The social shift that we previously witnessed after a former finance minister for Ukraine wrote an impassioned piece in the FT, in which she challenged the business community to “walk the walk when it comes to [the Russian government’s] serial social and governance violations,” are yet another examples of Boards needing to lead on ESG in ways they may not have felt they needed to before. Equally we understand that some board discussions, particularly in Northern Europe and Scandinavia, have had to finely balance an abhorrence of the Russia’s actions, not only with often multi-billion dollar sunk costs, but critically with their duty of care to valued Russian employees and their families. It is clear that stakeholders expect corporations to strike the right balance here. Indeed in the US, a full 70% of voters strongly agree that CEOs have a role to play in income equality, while 64% say the same of racial equity and 35% of maintaining democratic stability. By comparison, only 32% of voters care about CEOs helping to maintain national infrastructure.

Risk, Governance and Reputational Risk

The Ukraine conflict also brings governance into the spotlight, particularly across the financial services sector. Banks and other financial firms have had to rapidly ramp up risk management protocols and operations in response to the aggressive sanctions imposed by Western governments. Professional services firms have also had to carefully review who is “acceptable” as a client; with media shining a spotlight particularly on leading international law firms.

Balancing the Focus

Given the increasing value placed on authenticity and transparency, merely paying lip service to the idea of addressing racial inequity, income inequality or environmental commitments is risky indeed -as we have seen with recent high profile “greenwashing” scandals. It is clear that ESG across all its facets need to be embedded and aligned across all company policies, processes, and practices if executives are to gain a strategic advantage from being socially inclusive and environmentally responsible.

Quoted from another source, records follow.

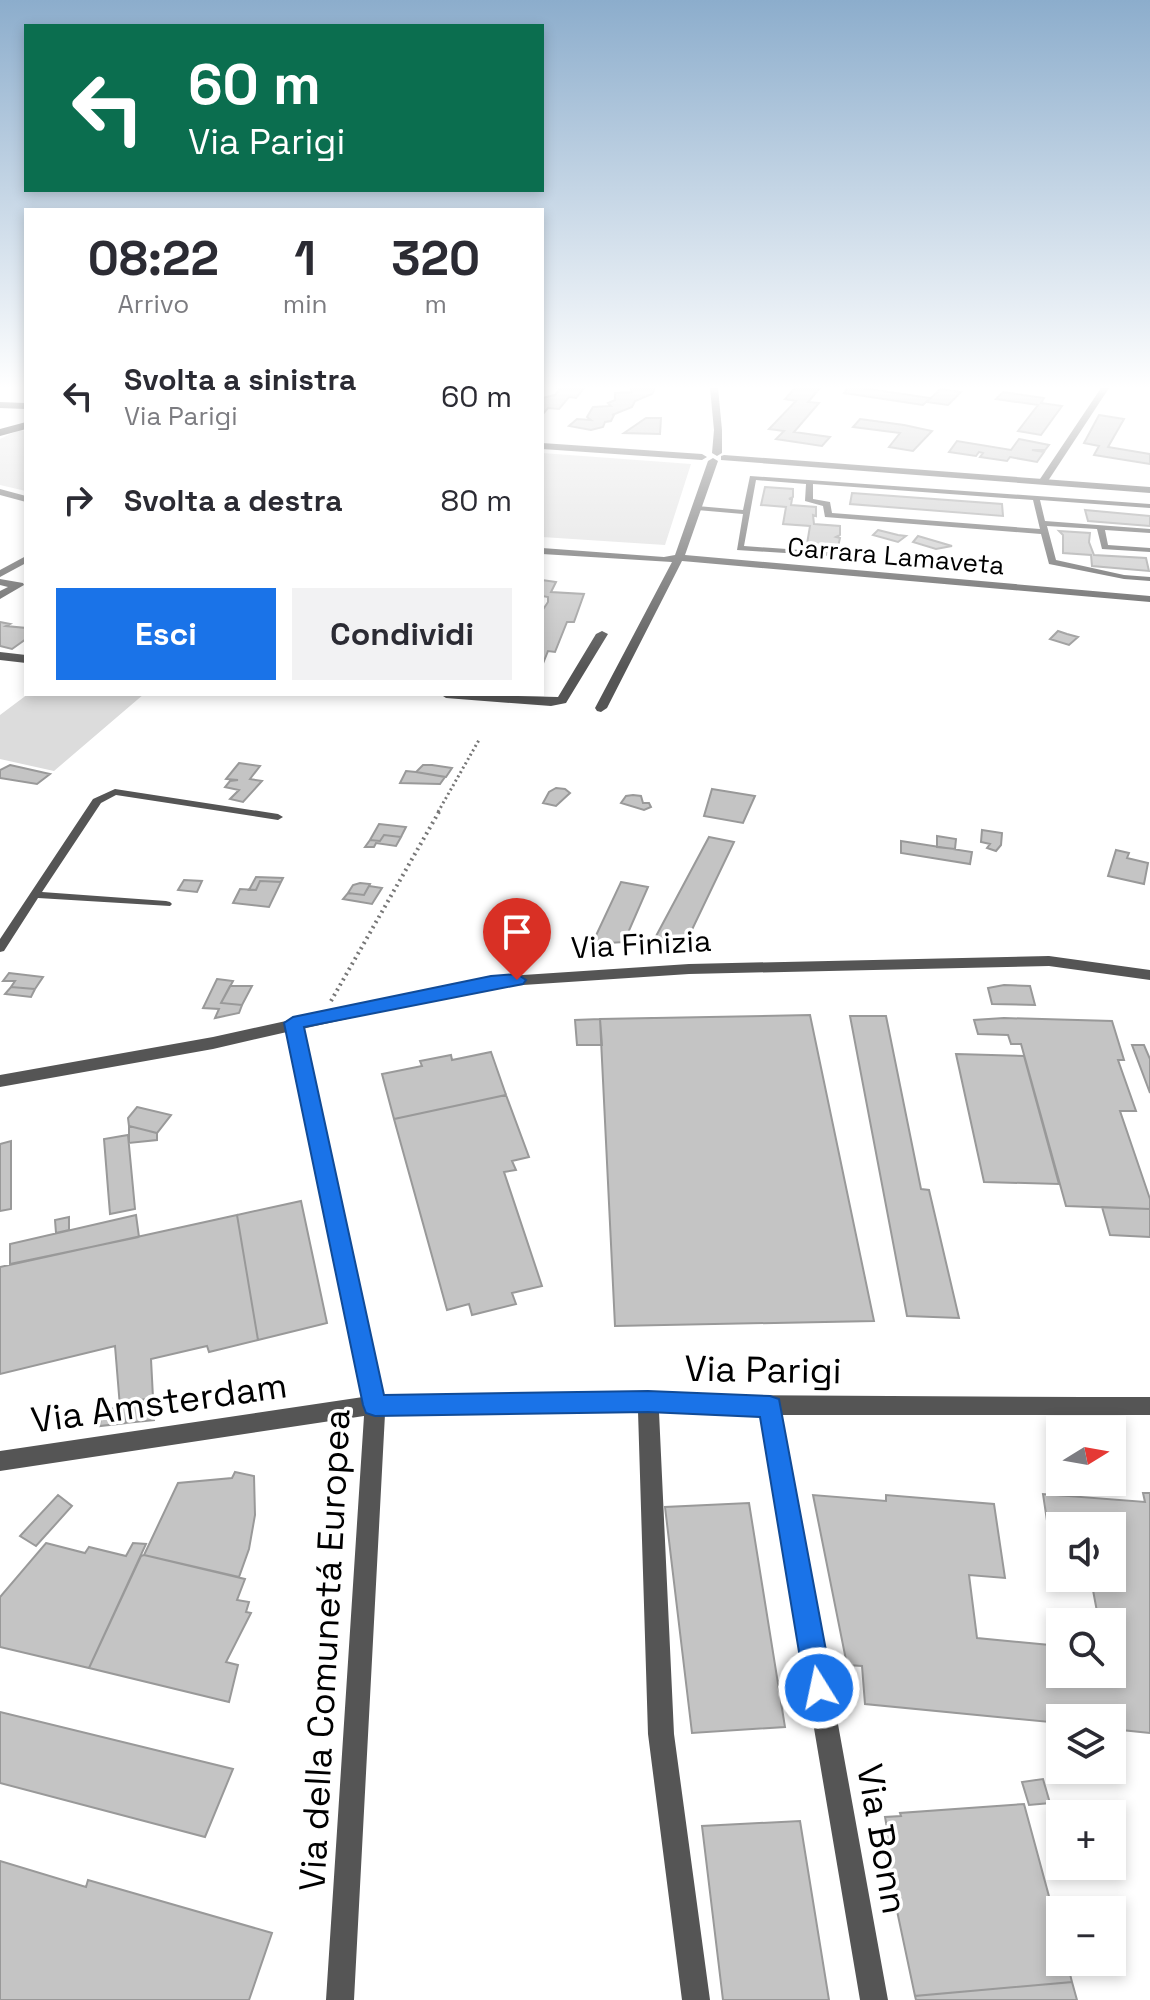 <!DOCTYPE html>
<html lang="it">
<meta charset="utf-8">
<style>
:root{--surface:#fff;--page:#f2f2f3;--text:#2b2b33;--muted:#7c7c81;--accent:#1a73e8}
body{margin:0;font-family:"Space Grotesk",sans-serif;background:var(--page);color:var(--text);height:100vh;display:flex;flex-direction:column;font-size:30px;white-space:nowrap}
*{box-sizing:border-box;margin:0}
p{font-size:26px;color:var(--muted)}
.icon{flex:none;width:44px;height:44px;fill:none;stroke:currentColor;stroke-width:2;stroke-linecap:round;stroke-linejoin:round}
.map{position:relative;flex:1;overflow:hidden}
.details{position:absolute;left:24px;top:208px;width:520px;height:488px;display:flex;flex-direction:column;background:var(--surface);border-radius:0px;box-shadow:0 4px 12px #0003}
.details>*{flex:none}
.top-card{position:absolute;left:24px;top:24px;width:520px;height:168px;border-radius:0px;box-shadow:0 4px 12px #0003;background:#0b6e4f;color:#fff;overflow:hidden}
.needle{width:52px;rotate:79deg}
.tools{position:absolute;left:1046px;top:1416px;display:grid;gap:16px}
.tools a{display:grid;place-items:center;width:80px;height:80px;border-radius:0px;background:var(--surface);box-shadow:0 4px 12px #0003;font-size:40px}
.pin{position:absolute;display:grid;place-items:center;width:68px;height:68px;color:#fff;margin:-82px -34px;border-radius:50% 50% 50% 0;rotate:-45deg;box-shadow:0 0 8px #0007}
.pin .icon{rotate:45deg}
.me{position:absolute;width:88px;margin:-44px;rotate:350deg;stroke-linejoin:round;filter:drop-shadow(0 0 6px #0008)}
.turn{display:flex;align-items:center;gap:28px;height:168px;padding:0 32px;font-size:36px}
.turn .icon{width:104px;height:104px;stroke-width:2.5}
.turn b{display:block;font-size:56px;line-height:68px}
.eta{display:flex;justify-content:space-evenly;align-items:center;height:136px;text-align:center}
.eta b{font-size:48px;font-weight:800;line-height:56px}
.cta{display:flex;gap:16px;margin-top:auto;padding:16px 32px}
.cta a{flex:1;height:92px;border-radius:0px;background:var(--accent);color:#fff;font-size:32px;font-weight:800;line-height:92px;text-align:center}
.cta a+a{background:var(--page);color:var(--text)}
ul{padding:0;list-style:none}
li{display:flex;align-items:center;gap:24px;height:104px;padding:0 32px}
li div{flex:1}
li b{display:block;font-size:30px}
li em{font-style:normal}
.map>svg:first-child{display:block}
</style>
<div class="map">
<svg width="1150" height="2000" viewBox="0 0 1150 2000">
<rect width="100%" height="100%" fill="#fff"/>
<!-- green -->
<path fill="#dcdcdc" d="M 19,430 L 26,431 L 26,491 L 0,485 L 0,439 Z
M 542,453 L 691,464 L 665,545 L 542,537 Z
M 28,694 L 144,694 L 54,771 L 0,759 L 0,715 Z"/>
<!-- building -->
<path fill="#c4c4c4" stroke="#999" stroke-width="2" fill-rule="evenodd" d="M 556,388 L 584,388 L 576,398 L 569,397 L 559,409 L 548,408 L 542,415 L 542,398 L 555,395 L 560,389 Z
M 630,388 L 655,388 L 652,394 L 635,401 L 632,407 L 612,415 L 614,415 L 611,421 L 605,422 L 603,427 L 591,430 L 569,426 L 577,419 L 591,420 L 587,417 L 593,407 L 611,406 L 608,403 L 615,400 L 615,393 L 632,392 Z
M 795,388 L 820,388 L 808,402 L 819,403 L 794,432 L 830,437 L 822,446 L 776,439 L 784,431 L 769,429 L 796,401 L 785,399 Z
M 848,388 L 862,388 L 930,398 L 923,405 L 844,393 Z
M 940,389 L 961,392 L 948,405 L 927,402 Z
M 1003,392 L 1044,398 L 1041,403 L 1062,406 L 1041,435 L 1018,431 L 1038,405 L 996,399 Z
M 1099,415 L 1124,419 L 1108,447 L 1150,454 L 1150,464 L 1094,455 L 1099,446 L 1084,443 Z
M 646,418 L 661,418 L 660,434 L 624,433 Z
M 860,419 L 904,425 L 932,431 L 913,451 L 889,447 L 900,433 L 853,427 Z
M 1019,439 L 1049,445 L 1045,450 L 1032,450 L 1044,452 L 1037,462 L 1010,457 L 1007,461 L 980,457 L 983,453 L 979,452 L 976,456 L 949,452 L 957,441 L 1011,450 Z
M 765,487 L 793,489 L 793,497 L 789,499 L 792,499 L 791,505 L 816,507 L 816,516 L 813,515 L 814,524 L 840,526 L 840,535 L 836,537 L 840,538 L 838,547 L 807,544 L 810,526 L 783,524 L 786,507 L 761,505 Z
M 852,493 L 1002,504 L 1003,516 L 850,504 Z
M 1085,510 L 1150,516 L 1150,526 L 1088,521 Z
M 878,530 L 898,535 L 906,536 L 898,542 L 873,535 Z
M 1059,531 L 1090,533 L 1089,542 L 1094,555 L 1146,558 L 1149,571 L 1092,566 L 1091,555 L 1063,553 L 1063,535 Z
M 918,536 L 952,546 L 936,549 L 913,542 Z
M 542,580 L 556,582 L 551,592 L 584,594 L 574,622 L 567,622 L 555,652 L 548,651 L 542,666 L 542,611 L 548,602 L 548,597 L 542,596 Z
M 0,622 L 10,624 L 6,626 L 26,628 L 26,639 L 12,649 L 0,646 Z
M 1058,631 L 1067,634 L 1078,637 L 1069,645 L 1050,639 Z
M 239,763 L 260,766 L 250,779 L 262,781 L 243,802 L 230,799 L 239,790 L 225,787 L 230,781 L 238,780 L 226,779 Z
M 10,765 L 50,774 L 37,784 L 0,778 L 0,770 Z
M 423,765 L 432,765 L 452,768 L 446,777 L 416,772 Z
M 406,771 L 416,772 L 445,777 L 440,784 L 400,783 Z
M 556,788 L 565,789 L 570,793 L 556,806 L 543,803 L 549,792 Z
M 712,789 L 755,796 L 743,823 L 704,816 Z
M 633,795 L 641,796 L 643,803 L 649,803 L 651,807 L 644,810 L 621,803 L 626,796 Z
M 379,824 L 406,827 L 401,837 L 384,835 L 380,841 L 370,840 Z
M 982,830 L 1002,833 L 1001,845 L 996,851 L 987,848 L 990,844 L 981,842 Z
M 384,835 L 401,837 L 396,846 L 376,843 L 374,847 L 365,847 L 370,840 L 380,841 Z
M 937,836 L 956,839 L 955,849 L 937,847 Z
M 709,837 L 734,842 L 688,938 L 654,940 Z
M 901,841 L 972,852 L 970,864 L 901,853 Z
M 1116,850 L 1129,853 L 1127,858 L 1148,863 L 1144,884 L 1108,876 Z
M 256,877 L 283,878 L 281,882 L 260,881 L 256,890 L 249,890 Z
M 184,880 L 202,881 L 197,892 L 178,890 Z
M 260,881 L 281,882 L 269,907 L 233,903 L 240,889 L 256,890 Z
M 621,882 L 648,887 L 624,942 L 592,944 Z
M 360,883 L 370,884 L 364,895 L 348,893 L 353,885 Z
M 369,886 L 382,888 L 372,904 L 343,899 L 348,893 L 364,895 Z
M 9,973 L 43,977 L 35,989 L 11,987 L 15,981 L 3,981 Z
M 217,979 L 233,981 L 221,1003 L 242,1005 L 239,1013 L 215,1018 L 219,1009 L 203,1008 Z
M 1004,985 L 1030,986 L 1035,1005 L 992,1004 L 988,988 Z
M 230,986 L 252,986 L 242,1005 L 221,1003 Z
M 11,987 L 35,989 L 31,997 L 5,994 Z
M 810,1015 L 874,1321 L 615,1326 L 600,1019 Z
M 850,1016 L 886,1016 L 921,1189 L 929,1190 L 959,1318 L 907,1316 Z
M 1004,1018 L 1112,1021 L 1124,1060 L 1118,1060 L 1136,1111 L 1120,1111 L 1150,1199 L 1150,1209 L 1066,1206 L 1021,1044 L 1011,1044 L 1008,1035 L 978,1034 L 974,1020 Z
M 600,1019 L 602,1045 L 577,1045 L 575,1020 Z
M 1132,1045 L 1144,1045 L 1150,1059 L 1150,1093 Z
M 491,1052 L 506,1095 L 394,1119 L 382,1074 L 422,1066 L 420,1061 L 451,1055 L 452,1060 Z
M 956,1054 L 1024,1056 L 1059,1184 L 984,1182 Z
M 506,1095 L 529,1157 L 512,1161 L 516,1170 L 504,1172 L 542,1286 L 512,1293 L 516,1304 L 472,1315 L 469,1304 L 447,1310 L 394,1119 Z
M 137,1107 L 171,1115 L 157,1133 L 129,1126 L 128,1118 Z
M 129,1126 L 157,1133 L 157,1140 L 129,1143 Z
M 128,1135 L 135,1209 L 110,1214 L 104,1139 Z
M 11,1141 L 11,1209 L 0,1211 L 0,1144 Z
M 301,1201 L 327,1323 L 258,1340 L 237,1215 Z
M 1102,1207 L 1150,1209 L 1150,1237 L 1110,1235 Z
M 136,1215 L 139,1237 L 10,1264 L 10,1244 Z
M 237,1215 L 258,1340 L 209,1352 L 207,1346 L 151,1359 L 153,1398 L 127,1402 L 126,1423 L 100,1426 L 101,1411 L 120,1407 L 115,1346 L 0,1374 L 0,1267 Z
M 69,1217 L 69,1230 L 56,1233 L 55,1220 Z
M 153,1398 L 154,1420 L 126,1423 L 127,1402 Z
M 235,1472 L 254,1476 L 255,1515 L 249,1549 L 239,1577 L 144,1555 L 178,1483 L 232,1478 Z
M 1143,1493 L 1150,1493 L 1150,1733 L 1112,1729 L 1112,1718 L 1060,1718 L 1060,1723 L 865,1704 L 862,1666 L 847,1665 L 813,1495 L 886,1501 L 886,1495 L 994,1504 L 1005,1578 L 969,1575 L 977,1638 L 1060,1646 L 1060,1674 L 1112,1674 L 1112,1622 L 1099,1622 L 1092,1585 L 1056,1581 L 1043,1494 L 1145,1502 ZM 1060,1526 L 1112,1526 L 1112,1578 L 1060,1578 Z
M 58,1495 L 72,1506 L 36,1546 L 20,1536 Z
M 749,1503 L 785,1727 L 692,1733 L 665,1507 Z
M 46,1543 L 85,1553 L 89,1547 L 126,1556 L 133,1543 L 146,1544 L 89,1668 L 0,1647 L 0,1597 Z
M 144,1555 L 245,1579 L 237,1600 L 249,1602 L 246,1612 L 251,1613 L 226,1662 L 238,1665 L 229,1702 L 89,1668 L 141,1556 Z
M 0,1712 L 233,1769 L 205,1837 L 0,1783 Z
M 1043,1779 L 1050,1803 L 1029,1805 L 1022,1782 Z
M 1024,1804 L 1060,1937 L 1060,1962 L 1067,1962 L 1072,1982 L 915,1996 L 881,1835 L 888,1834 L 885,1817 L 901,1816 L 900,1813 Z
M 800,1821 L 829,2000 L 723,2000 L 702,1826 Z
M 0,1861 L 86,1887 L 88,1880 L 272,1933 L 249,2000 L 0,2000 Z
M 1072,1982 L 1077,2000 L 916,2000 L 915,1996 Z"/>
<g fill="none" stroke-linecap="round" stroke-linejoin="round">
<!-- path-far1 -->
<path stroke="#777" stroke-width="3" stroke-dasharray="2 3" stroke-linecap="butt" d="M 438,812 L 479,740"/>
<!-- path -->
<path stroke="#777" stroke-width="4" stroke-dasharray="2 4" stroke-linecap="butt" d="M 331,1001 L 440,810"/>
<!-- service -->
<path fill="#555" fill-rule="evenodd" d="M 750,476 L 1150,504 L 1150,508 L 1040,500 L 1045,521 L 1150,529 L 1150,533 L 1105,530 L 1108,545 L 1150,548 L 1150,552 L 1102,549 L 1097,529 L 1047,526 L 1056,560 L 1124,575 L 1150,577 L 1150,581 L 1124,579 L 1049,564 L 1041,534 L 825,517 L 823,506 L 805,501 L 806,484 L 756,480 L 744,546 L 829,552 L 833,554 L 832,556 L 737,550 L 743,514 L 697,510 L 693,508 L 697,506 L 743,510 ZM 813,484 L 1033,500 L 1040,529 L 832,513 L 830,502 L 813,499 Z
M 115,789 L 278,814 L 283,817 L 278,820 L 116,795 L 101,803 L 42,892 L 166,901 L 170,902 L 172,904 L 170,906 L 38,898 L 4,951 L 0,952 L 0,939 L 93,799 Z"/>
<!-- minor -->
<path fill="#555" fill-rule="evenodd" d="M 710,388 L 718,388 L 722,430 L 722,453 L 717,456 L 712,453 L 714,430 Z
M 1101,388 L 1109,388 L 1046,484 L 1040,484 L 1038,482 Z
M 713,458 L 718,461 L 685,555 L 1150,596 L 1150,602 L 682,561 L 607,708 L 601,712 L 597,711 L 595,708 L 672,562 L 542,554 L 542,548 L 664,557 L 675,555 L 708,461 Z
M 0,489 L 26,496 L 26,502 L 0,495 Z
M 26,556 L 26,563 L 0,577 L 0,570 Z
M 0,579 L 23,583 L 24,585 L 0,599 L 0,591 L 8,587 L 0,585 Z
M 602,631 L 608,634 L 566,703 L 551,706 L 446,698 L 440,694 L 558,697 L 596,634 Z
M 0,652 L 26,655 L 26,663 L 0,660 Z
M 1049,956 L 1150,970 L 1150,980 L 1049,966 L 689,974 L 491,987 L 302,1029 L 383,1396 C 639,1393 894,1397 1150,1397 L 1150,1415 L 782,1415 L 888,2000 L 860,2000 L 761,1415 L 659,1412 L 674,1734 L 710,2000 L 682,2000 L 648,1734 L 638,1411 L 385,1414 L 354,2000 L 326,2000 L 364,1416 L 0,1471 L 0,1451 L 363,1397 L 287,1032 L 213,1049 L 0,1087 L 0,1075 L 213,1037 L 286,1021 L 293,1017 L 298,1019 L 491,977 L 689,964 Z"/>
<!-- tertiary -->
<path fill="#555" fill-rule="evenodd" d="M 542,443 L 702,454 L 707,457 L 702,460 L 542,449 Z
M 724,455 L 1150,487 L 1150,493 L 721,460 L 721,456 Z"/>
<!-- primary -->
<path fill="#000" fill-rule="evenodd" d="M 0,402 L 26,403 L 26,409 L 0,408 Z
M 26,422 L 26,429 L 0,436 L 0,429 Z"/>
</g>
<!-- sky -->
<linearGradient id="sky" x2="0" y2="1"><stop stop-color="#8cadcc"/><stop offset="0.58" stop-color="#fff"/><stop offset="1" stop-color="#fff" stop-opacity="0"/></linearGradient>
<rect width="1150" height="668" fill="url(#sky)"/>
<!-- route -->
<path fill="#1a73e8" stroke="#114b97" stroke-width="2" d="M 517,974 L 526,980 L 523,984 L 304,1027 L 384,1395 L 648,1391 L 770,1396 L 779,1399 L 833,1688 L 829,1698 L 819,1702 L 809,1698 L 805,1688 L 760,1417 L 648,1412 L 375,1416 L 366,1413 L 363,1405 L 284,1023 L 293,1017 L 491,976 Z"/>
<g text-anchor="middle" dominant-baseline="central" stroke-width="7" stroke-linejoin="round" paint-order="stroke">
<!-- far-street labels -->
<g font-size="26" fill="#000" stroke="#fff">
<text transform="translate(896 556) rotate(5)">Carrara Lamaveta</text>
</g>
<!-- street labels -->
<g font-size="30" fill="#000" stroke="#fff">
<text transform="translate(641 944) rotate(-3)">Via Finizia</text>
</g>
<!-- near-street labels -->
<g font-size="36" fill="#000" stroke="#fff">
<text transform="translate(763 1370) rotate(1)">Via Parigi</text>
<text transform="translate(159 1403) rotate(-8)">Via Amsterdam</text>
<text transform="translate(325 1650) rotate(-87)">Via della Comunetá Europea</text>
<text transform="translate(882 1839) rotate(80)">Via Bonn</text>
</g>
</g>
</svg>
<div class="tools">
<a><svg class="needle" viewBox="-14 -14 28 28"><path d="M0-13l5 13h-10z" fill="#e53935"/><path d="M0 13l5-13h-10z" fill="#7c7c81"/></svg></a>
<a><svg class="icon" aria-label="sound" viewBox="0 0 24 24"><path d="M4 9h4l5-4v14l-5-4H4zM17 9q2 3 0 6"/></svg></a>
<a><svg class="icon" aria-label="search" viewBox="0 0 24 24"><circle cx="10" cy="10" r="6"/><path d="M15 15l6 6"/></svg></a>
<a><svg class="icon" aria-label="layers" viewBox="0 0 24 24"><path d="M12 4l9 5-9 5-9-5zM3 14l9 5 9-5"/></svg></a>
<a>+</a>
<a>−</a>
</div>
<div class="pin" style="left:517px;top:980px;background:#d93025"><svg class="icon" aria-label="arrive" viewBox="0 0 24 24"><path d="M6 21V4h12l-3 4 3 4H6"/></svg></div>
<svg class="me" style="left:819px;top:1688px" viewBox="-20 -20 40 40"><circle r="17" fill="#1a73e8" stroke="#fff" stroke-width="3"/><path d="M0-11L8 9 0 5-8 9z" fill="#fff"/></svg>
<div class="top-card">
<div class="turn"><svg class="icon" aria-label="left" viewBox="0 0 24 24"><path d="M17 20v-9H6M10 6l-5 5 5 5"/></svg><div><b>60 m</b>Via Parigi</div></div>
</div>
<section class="details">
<div class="eta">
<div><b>08:22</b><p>Arrivo</p></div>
<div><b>1</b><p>min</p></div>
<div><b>320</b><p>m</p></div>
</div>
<ul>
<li><svg class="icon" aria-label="left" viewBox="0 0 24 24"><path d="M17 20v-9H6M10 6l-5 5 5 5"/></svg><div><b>Svolta a sinistra</b><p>Via Parigi</p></div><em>60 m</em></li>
<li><svg class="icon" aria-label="right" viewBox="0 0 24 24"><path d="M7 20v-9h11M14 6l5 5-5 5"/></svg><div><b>Svolta a destra</b></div><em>80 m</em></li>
</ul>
<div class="cta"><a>Esci</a><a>Condividi</a></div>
</section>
</div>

The ongoing uncertainty being witnessed throughout the world is showing no signs of abating, and it’s quite likely that external factors will continue to throw new curveballs for executive teams and their Boards. However, these trying circumstances offer the best possible opportunity for firms to demonstrate that even when the going gets tough, they’re prepared to stand by their commitments to do the right thing. It is a question of leadership.